Closed myelsukov closed 4 years ago
Correction: 1.20-2 fails too. Downgrade to 1.20-1 fixed the problem.
This is the most common use case, which suggests you must be running on a rather obscure configuration (otherwise it'd have failed for many others). Also, there is only one 1.20 release, so I'm tempted to ask what distribution are you running on and what's the difference between 1.20-1 and 1.20-2?
All that being said:
gdb
:
$ gdb ./a.out
(gdb) run
<segfault happens here>
(gdb) backtrace
<offending code is shown here>
(more info here https://stackoverflow.com/questions/2876357/determine-the-line-of-code-that-causes-a-segmentation-fault if curious).
I have the exact same problem on a fresh archlinuxarm install: sslh-fork coredumps on ssl connections, but ssh connections work fine.

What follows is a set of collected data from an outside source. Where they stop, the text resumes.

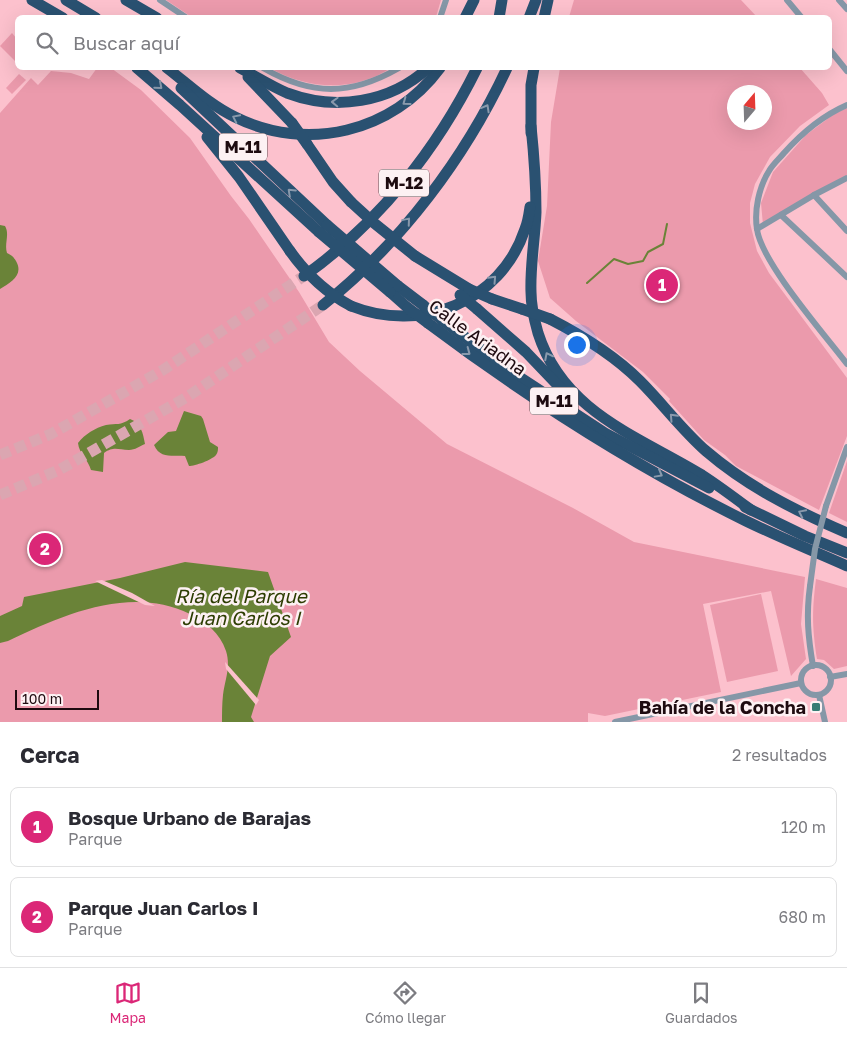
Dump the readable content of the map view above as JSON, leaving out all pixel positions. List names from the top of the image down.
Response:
{
  "streets": {
    "highway": ["M-11", "M-12", "Calle Ariadna"]
  },
  "water": ["Ría del Parque Juan Carlos I"],
  "places": {
    "transit": ["Bahía de la Concha"]
  },
  "scale_bar": "100 m",
  "north": "top",
  "page": {
    "search": "Buscar aquí",
    "pins": ["1", "2"],
    "scale": "100 m",
    "heading": ["Cerca", "2 resultados"],
    "list": [
      {
        "mark": "1",
        "name": "Bosque Urbano de Barajas",
        "note": "Parque",
        "value": "120 m"
      },
      {
        "mark": "2",
        "name": "Parque Juan Carlos I",
        "note": "Parque",
        "value": "680 m"
      }
    ],
    "nav": ["Mapa", "Cómo llegar", "Guardados"]
  }
}
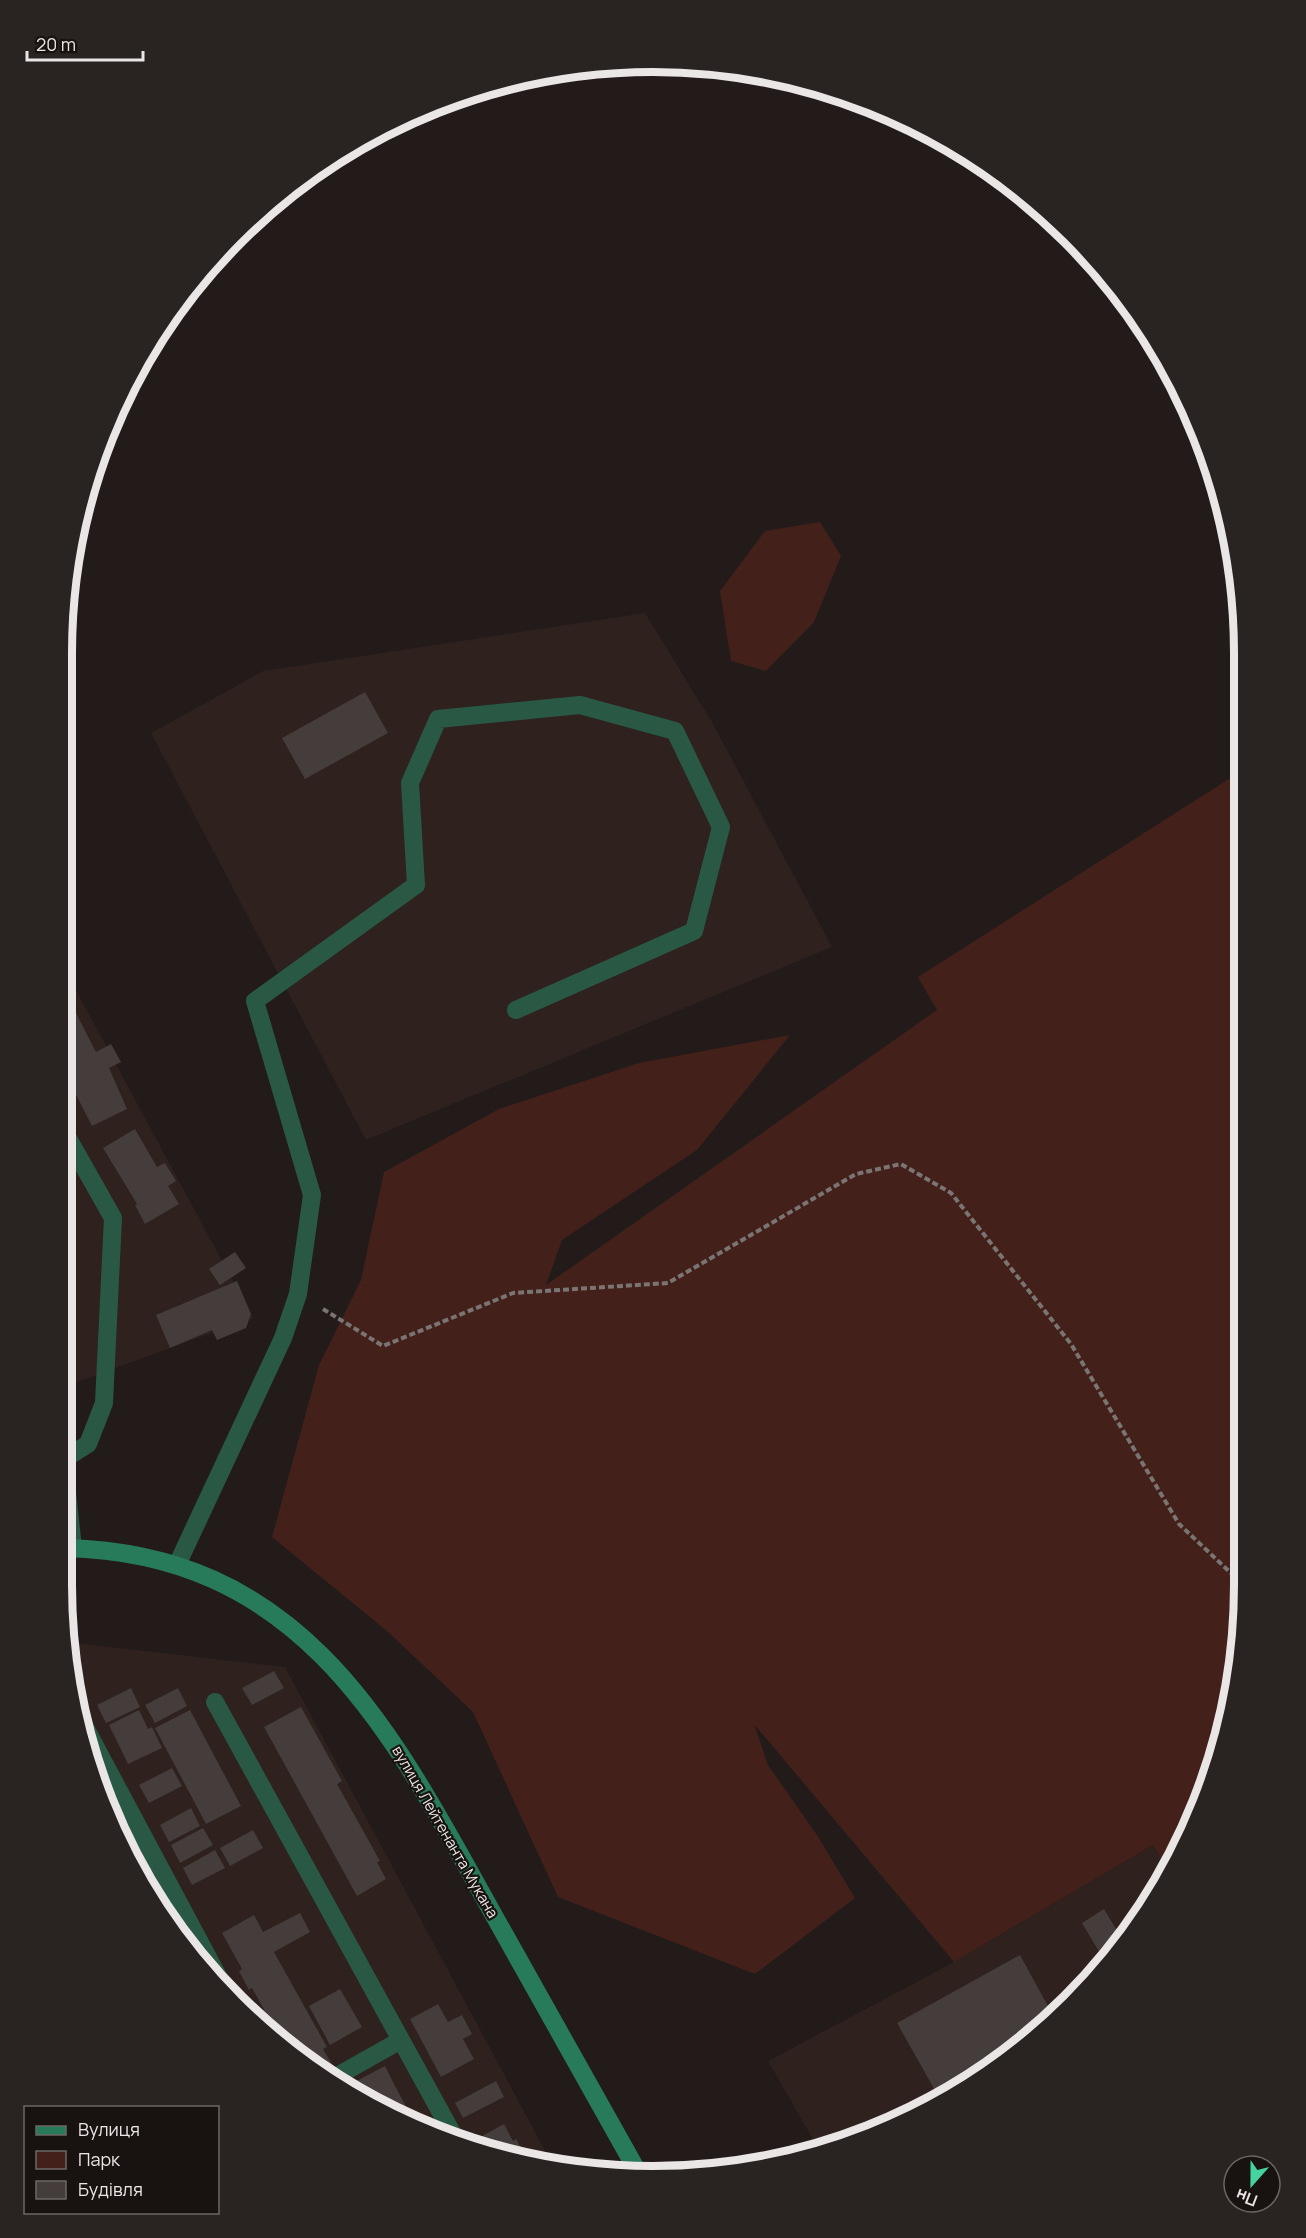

It's not just @myelsukov
Ok, I still need a back trace :-)
OK I'll try to do that. Not sure if this is useful, but here's the journalctl error:
Process 42258 (sslh) of user 63671 dumped core.
Stack trace of thread 42258:
#0 0x0000aaaadcbc80d0 n/a (sslh-fork + 0xb0d0)
#1 0x0000aaaadcbc733c n/a (sslh-fork + 0xa33c)
#2 0x0000aaaadcbc7b10 n/a (sslh-fork + 0xab10)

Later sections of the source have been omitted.